For each line of the data below, copy it if it holds the word "Give".

BEGIN

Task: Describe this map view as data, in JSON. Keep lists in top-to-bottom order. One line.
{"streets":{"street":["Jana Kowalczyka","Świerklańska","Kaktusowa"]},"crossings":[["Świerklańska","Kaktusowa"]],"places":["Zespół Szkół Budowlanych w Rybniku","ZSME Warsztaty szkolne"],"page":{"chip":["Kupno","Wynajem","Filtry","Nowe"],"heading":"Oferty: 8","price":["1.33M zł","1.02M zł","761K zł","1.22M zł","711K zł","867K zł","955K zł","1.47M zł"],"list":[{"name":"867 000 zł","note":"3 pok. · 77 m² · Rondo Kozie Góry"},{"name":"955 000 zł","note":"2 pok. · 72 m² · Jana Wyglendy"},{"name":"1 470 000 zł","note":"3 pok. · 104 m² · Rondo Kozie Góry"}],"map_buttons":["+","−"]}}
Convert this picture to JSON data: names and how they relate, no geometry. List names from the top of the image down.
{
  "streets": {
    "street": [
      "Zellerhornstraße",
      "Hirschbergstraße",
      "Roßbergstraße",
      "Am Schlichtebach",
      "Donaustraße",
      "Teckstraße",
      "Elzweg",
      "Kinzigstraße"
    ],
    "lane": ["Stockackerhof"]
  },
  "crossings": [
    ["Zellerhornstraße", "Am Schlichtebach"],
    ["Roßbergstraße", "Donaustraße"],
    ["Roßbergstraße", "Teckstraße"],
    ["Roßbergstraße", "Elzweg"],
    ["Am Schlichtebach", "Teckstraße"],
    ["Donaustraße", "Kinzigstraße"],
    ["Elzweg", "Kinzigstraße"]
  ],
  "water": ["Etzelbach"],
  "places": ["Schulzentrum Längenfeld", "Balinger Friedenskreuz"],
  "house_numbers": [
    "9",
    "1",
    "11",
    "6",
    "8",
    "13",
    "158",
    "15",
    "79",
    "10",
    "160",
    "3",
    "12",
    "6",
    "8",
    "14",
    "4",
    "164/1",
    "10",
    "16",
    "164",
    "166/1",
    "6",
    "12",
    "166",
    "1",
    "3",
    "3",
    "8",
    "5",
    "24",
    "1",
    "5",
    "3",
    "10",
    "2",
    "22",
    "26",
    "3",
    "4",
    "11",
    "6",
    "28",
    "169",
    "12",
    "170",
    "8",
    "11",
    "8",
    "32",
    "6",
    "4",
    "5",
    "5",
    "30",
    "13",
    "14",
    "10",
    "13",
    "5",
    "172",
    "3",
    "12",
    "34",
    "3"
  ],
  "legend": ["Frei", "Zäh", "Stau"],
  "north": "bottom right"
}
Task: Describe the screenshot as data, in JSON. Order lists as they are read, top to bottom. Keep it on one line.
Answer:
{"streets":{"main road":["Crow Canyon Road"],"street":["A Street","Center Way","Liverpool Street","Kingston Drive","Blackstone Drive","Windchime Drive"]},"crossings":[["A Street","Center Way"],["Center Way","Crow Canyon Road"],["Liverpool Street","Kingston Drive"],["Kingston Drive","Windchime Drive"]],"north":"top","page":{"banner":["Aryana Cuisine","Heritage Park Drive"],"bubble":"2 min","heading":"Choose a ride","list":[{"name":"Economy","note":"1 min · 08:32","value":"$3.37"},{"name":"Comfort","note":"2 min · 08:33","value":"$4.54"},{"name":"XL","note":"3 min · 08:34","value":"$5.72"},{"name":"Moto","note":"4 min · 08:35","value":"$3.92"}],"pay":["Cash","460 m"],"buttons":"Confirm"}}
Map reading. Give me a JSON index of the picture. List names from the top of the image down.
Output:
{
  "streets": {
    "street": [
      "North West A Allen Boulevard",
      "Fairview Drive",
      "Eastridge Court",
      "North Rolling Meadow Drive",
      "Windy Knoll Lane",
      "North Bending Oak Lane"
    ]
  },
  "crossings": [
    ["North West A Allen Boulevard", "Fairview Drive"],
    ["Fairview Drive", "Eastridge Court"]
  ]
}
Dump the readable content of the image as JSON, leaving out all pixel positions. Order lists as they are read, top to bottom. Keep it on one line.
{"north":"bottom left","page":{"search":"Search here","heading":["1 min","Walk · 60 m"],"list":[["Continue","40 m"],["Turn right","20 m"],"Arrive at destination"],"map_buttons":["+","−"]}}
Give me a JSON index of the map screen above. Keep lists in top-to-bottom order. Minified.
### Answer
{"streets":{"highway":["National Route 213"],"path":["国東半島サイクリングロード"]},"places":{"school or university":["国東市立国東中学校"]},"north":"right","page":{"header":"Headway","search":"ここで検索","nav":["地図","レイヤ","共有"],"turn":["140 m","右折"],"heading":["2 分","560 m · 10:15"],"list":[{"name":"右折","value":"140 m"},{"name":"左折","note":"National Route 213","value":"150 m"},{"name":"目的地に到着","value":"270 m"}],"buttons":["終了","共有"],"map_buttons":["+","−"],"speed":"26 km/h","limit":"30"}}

END

**YOUR RESPONSE:**
Map reading. Give me a JSON index of the picture. List names from the top of the image down.
Give me a JSON index of the map screen above. Keep lists in top-to-bottom order. Minified.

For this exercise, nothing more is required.